A local municipal judge makes the dubious claim that this will help "break the cycle of crime."
“By exercising this Class C misdemeanor, we can shut down crime at the most basic level,” [Judge Melissa] Madrigal said. “These are the offenses that they start out with, and then they start doing drugs, breaking into cars, breaking into houses. If we can get a hold on them here in municipal court, they won’t have to go to criminal court, and the city will be safer.”
That doesn't make a lot of sense, though, since the offenders given citations under the new policy have already committed more serious offenses. To me this just sounds like a straight up money grab.


Anonymous said...

I once saw an officer with a major city I won't name wait outside a movie theater and write curfew violation tickets to kids as they walked from the theater to their parents waiting cars. It kind of flies in the face of this argument that these kids will move on to bigger crimes.

Fact is, these cops are hoping that kids busted on BS cases will just give up and pay money on a ticket instead of trying to fight it, thereby earning the city some cash, in theory. Remember, there is still the cost of municipal court, the curfew center, the officer's time if he has to wait to meet a parent, etc.

Anonymous said...

Not much money to be made here. I doubt most of these kids or their parents will come up with the $500 anyway. If they've already committed more serious offenses, they have much more important things to do with their money.

Just smacks of mindless punitivism and political grandstanding.


Anonymous said...

Its more than a ticket...

In some counties (WilCo cough cough) a curfew violation will be more than just a ticket. A curfew violation will involve probation and some type of program or some type of "treatment" which the offender will be financially responsible for.

NCTI is a company that offers various programs/training for law enforcement and treatment providers for offenders of all ages. Just so happens NCTI offers The Curfew Violation Program designed for first time or repeat offenders.

Rick Zinsmeyer, former director of Williamson County TX Community Supervisions and Corrections is the Texas connection for NCTI.

Anonymous said...

is this one of those evidence based - best practices programs i've been reading about? lol

Anonymous said...

Fines in Corpus? They got to be nuts. In many cases, it's like drawing blood from a turnip. Reads like a repeat of the Driver Responsibility nightmare.

Anonymous said...

Why do we continue to make our kids criminals? There was a time when a cop would
call the kids parents about small law breaking incidents. I remember being told to pour the beer out,
put out that cigarette, or dumping pot on the street. Now we haul their little butts in and treat them like second class citizens. Maybe we have too many cops!

Anonymous said...

Pigs today make me sick. They are the true child predators, waiting outside schools and other places children go so they can trounce on them to feed them to the system.

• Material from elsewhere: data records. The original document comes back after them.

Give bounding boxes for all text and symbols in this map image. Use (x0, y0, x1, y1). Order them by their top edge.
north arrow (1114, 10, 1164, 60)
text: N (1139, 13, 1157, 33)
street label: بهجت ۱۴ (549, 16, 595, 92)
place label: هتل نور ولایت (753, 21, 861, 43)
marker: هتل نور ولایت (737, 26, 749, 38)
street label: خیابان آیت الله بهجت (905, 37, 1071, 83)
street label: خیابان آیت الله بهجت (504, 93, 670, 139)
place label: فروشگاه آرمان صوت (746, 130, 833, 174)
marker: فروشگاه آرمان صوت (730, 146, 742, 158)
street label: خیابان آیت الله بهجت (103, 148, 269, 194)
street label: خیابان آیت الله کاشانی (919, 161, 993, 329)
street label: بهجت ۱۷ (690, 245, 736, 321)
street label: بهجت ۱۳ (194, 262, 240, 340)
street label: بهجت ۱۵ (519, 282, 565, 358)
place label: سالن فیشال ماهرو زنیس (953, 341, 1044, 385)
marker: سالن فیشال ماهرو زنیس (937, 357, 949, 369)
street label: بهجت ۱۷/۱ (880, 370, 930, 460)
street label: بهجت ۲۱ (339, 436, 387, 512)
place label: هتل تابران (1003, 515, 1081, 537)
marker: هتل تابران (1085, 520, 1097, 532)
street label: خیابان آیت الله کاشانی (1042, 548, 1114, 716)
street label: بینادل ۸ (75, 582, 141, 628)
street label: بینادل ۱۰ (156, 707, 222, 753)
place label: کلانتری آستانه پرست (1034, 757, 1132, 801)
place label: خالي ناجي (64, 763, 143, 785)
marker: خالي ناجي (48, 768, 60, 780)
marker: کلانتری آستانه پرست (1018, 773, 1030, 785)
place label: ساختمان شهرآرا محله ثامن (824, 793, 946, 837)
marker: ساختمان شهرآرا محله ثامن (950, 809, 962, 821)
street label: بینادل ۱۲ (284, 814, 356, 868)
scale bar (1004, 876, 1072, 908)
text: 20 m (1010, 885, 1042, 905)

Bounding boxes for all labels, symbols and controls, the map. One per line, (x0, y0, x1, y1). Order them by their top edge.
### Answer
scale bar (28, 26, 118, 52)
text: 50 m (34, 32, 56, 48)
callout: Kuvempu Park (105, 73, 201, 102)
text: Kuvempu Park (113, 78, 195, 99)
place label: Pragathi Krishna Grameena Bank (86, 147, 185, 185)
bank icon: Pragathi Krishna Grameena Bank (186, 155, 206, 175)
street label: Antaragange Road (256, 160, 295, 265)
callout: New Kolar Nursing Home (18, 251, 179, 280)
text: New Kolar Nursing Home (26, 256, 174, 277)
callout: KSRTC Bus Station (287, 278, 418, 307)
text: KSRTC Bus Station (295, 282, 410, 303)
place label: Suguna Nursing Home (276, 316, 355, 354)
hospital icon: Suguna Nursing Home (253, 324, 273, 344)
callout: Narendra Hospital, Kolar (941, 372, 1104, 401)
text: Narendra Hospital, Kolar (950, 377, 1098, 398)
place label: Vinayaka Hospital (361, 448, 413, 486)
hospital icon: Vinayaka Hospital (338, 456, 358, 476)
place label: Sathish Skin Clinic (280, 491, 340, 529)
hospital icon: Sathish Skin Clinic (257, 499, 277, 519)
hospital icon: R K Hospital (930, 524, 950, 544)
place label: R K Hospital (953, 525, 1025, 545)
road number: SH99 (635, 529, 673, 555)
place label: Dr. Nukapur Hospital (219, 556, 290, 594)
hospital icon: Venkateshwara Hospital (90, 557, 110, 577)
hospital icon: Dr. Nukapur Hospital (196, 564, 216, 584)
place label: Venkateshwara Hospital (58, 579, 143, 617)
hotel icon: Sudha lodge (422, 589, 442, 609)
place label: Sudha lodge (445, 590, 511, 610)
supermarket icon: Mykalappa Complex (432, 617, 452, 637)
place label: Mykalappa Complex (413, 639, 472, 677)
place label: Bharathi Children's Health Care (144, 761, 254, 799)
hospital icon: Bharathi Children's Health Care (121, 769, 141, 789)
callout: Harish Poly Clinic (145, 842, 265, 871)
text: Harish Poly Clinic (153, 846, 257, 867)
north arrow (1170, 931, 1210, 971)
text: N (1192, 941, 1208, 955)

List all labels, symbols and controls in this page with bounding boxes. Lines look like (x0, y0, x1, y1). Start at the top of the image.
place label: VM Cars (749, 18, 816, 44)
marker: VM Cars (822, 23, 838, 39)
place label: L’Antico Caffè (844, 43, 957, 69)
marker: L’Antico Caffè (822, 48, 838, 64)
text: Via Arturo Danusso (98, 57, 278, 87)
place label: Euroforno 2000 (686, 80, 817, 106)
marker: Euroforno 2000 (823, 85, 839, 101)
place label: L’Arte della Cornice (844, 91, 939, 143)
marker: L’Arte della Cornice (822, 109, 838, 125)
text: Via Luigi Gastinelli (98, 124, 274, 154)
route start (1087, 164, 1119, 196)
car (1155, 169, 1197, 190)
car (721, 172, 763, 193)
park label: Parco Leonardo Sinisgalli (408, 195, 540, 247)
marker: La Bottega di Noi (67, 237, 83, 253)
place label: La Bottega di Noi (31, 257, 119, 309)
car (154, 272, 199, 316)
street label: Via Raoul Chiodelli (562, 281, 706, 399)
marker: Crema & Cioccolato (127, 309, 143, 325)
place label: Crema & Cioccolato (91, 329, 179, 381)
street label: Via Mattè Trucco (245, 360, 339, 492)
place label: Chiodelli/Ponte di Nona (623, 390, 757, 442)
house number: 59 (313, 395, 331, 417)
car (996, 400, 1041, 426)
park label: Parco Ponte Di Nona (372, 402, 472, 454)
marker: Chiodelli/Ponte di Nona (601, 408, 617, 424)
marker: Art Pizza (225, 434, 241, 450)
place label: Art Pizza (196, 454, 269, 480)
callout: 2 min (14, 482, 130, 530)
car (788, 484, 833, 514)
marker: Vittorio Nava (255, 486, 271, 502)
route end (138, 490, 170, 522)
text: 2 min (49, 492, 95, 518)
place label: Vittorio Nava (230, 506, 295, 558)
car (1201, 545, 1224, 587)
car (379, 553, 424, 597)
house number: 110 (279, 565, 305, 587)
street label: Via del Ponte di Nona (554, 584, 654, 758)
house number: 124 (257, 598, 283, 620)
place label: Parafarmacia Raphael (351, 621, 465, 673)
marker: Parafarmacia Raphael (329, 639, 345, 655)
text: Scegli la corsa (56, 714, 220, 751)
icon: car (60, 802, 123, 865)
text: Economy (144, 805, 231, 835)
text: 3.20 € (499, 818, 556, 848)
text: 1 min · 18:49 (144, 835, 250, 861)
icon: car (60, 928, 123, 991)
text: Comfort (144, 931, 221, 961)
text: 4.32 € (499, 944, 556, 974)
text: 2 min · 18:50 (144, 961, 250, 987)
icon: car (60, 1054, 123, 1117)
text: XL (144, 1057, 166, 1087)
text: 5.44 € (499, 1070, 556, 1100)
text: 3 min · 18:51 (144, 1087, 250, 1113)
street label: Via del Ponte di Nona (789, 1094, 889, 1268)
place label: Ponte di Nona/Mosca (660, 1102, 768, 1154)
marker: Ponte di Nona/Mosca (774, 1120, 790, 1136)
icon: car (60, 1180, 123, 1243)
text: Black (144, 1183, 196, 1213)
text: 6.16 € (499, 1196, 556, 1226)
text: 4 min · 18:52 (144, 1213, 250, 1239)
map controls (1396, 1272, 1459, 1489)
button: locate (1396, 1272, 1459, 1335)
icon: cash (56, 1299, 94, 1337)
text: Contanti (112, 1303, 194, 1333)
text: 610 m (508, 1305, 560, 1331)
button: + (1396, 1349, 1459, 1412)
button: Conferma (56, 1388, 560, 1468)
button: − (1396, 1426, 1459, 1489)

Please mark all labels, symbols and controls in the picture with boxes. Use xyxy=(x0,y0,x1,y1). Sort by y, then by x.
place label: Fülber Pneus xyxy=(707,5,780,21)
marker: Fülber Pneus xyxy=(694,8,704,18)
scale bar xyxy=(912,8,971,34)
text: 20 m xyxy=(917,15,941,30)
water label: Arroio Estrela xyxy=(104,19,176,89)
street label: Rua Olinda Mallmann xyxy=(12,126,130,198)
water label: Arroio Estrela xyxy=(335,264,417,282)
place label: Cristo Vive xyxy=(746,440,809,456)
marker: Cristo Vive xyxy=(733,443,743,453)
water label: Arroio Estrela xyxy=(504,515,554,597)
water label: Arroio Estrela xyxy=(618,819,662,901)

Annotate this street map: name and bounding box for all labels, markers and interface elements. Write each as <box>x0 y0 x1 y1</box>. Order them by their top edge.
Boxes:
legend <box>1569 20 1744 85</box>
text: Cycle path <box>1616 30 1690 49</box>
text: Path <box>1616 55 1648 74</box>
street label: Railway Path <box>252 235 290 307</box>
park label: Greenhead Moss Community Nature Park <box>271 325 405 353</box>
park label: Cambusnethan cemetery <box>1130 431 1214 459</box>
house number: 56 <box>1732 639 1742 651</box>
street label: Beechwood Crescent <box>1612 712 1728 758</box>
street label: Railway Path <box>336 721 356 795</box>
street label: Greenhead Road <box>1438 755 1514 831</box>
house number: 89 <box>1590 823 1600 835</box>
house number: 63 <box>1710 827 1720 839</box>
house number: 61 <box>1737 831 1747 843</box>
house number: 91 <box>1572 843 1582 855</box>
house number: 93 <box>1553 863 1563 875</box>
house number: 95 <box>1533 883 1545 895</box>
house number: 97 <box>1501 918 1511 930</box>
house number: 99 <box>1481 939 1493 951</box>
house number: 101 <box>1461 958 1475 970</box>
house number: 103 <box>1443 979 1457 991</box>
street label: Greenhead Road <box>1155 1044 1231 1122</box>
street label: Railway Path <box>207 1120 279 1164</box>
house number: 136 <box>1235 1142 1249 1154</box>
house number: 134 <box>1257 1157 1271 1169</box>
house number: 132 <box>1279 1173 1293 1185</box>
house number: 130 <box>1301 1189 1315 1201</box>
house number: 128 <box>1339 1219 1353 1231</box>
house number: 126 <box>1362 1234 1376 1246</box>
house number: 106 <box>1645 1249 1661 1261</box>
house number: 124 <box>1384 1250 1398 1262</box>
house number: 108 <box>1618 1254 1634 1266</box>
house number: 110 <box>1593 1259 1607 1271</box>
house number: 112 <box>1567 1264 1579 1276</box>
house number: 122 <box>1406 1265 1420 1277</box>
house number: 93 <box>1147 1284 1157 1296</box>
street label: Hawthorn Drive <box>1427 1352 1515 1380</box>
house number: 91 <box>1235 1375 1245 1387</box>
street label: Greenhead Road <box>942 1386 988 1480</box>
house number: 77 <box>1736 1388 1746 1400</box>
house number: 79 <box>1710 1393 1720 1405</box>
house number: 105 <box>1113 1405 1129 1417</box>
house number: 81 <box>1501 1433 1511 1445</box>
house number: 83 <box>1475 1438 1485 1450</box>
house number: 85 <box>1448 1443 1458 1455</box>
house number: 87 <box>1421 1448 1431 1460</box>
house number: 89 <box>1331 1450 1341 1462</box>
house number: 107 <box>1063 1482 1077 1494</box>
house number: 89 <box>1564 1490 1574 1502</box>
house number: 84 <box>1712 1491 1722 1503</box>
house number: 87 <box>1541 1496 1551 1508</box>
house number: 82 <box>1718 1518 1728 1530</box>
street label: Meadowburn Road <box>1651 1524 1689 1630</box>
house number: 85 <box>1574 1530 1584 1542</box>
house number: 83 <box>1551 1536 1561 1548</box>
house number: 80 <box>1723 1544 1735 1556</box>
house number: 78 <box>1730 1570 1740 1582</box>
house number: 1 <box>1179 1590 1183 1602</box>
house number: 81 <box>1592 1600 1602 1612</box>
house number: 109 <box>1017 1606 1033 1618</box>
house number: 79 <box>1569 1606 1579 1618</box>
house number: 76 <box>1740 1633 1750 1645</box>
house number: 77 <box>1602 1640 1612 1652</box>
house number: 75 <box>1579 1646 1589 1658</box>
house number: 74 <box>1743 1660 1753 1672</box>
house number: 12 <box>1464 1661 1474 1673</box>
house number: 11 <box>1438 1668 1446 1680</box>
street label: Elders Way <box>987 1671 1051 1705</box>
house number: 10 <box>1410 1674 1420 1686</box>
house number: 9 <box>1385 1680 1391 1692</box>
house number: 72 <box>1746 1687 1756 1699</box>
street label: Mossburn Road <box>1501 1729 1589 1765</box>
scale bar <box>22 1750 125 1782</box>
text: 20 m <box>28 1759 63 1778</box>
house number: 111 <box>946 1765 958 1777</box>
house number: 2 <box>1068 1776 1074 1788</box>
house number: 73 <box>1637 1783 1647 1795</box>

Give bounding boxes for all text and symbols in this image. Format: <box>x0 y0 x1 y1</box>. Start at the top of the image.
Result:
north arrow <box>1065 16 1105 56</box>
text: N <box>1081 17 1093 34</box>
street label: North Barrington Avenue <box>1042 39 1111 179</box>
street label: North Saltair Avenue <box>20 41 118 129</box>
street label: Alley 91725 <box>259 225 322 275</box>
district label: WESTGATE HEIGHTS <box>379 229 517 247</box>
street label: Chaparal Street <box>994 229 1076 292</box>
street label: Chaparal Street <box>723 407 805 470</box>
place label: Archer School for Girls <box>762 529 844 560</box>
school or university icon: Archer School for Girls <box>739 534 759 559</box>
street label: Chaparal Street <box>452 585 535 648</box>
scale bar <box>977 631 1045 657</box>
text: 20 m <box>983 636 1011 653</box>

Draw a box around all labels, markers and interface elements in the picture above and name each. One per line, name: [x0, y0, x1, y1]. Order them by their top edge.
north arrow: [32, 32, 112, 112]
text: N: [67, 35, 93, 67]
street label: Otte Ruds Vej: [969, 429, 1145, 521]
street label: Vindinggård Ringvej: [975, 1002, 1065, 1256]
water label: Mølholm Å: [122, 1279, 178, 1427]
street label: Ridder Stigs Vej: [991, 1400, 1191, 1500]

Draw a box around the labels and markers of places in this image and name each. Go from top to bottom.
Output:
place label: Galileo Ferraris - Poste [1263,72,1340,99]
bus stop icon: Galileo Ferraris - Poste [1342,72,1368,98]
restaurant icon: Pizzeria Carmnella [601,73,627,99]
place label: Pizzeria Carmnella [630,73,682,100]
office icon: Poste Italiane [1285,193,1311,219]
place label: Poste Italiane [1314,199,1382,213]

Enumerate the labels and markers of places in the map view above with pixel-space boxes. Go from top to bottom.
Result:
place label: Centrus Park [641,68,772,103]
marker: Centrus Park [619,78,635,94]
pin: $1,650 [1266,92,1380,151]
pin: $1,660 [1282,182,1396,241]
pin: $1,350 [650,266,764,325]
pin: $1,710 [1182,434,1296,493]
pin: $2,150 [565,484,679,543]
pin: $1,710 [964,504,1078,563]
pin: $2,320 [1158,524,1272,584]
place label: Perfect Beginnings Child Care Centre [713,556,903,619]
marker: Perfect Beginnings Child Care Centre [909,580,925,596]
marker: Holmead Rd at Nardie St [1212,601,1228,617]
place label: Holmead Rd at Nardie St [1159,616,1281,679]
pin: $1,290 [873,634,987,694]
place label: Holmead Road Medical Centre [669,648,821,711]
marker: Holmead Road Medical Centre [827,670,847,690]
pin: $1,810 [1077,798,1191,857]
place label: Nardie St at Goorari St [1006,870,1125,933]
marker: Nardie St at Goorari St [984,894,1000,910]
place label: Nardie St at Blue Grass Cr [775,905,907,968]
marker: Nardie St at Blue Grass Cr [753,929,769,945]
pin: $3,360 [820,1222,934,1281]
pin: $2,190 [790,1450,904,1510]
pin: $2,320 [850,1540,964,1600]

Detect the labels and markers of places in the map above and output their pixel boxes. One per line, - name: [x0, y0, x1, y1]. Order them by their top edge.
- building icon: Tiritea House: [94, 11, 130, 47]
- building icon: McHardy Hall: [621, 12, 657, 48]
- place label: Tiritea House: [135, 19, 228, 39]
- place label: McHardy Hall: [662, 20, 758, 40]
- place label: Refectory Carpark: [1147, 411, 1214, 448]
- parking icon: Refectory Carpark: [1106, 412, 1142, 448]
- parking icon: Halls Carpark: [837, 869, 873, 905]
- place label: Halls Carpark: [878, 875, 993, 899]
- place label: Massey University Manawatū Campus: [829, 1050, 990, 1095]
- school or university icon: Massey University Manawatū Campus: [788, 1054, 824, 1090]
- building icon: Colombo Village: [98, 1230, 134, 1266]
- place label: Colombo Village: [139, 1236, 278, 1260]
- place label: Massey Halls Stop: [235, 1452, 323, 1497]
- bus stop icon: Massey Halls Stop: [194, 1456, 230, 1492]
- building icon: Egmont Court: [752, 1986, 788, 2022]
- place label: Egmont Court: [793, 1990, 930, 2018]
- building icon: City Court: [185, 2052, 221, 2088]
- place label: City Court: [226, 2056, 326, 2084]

Eagerly waiting outside the principal’s office to destroy the next child life. Some even run first offender programs where they ‘groom’ the children to tell them things feeding their insatiable appetite to destroy lives. True child predators, the epitome of dishonesty for the most part the lot of them. I tell my kids never ever trust a cop. Officer friendly is with Santa Clause in the land of nonexistent.

Anonymous said...

Speaking of Wilco... and blood... and turnips... and T is for T-Bird and H is for Haggard, I hear tell there's quite a paper hanging operation going on down there. Seems there's a bunch of folks holed up in a bank in those parts who can swear up a false affidavit quicker than you can say Republic of Texas.

I kid you not.

Anonymous said...

Money grab and make work. If cops in Corpus have time to dick around with this penny-ante crap, then Corpus has too many cops.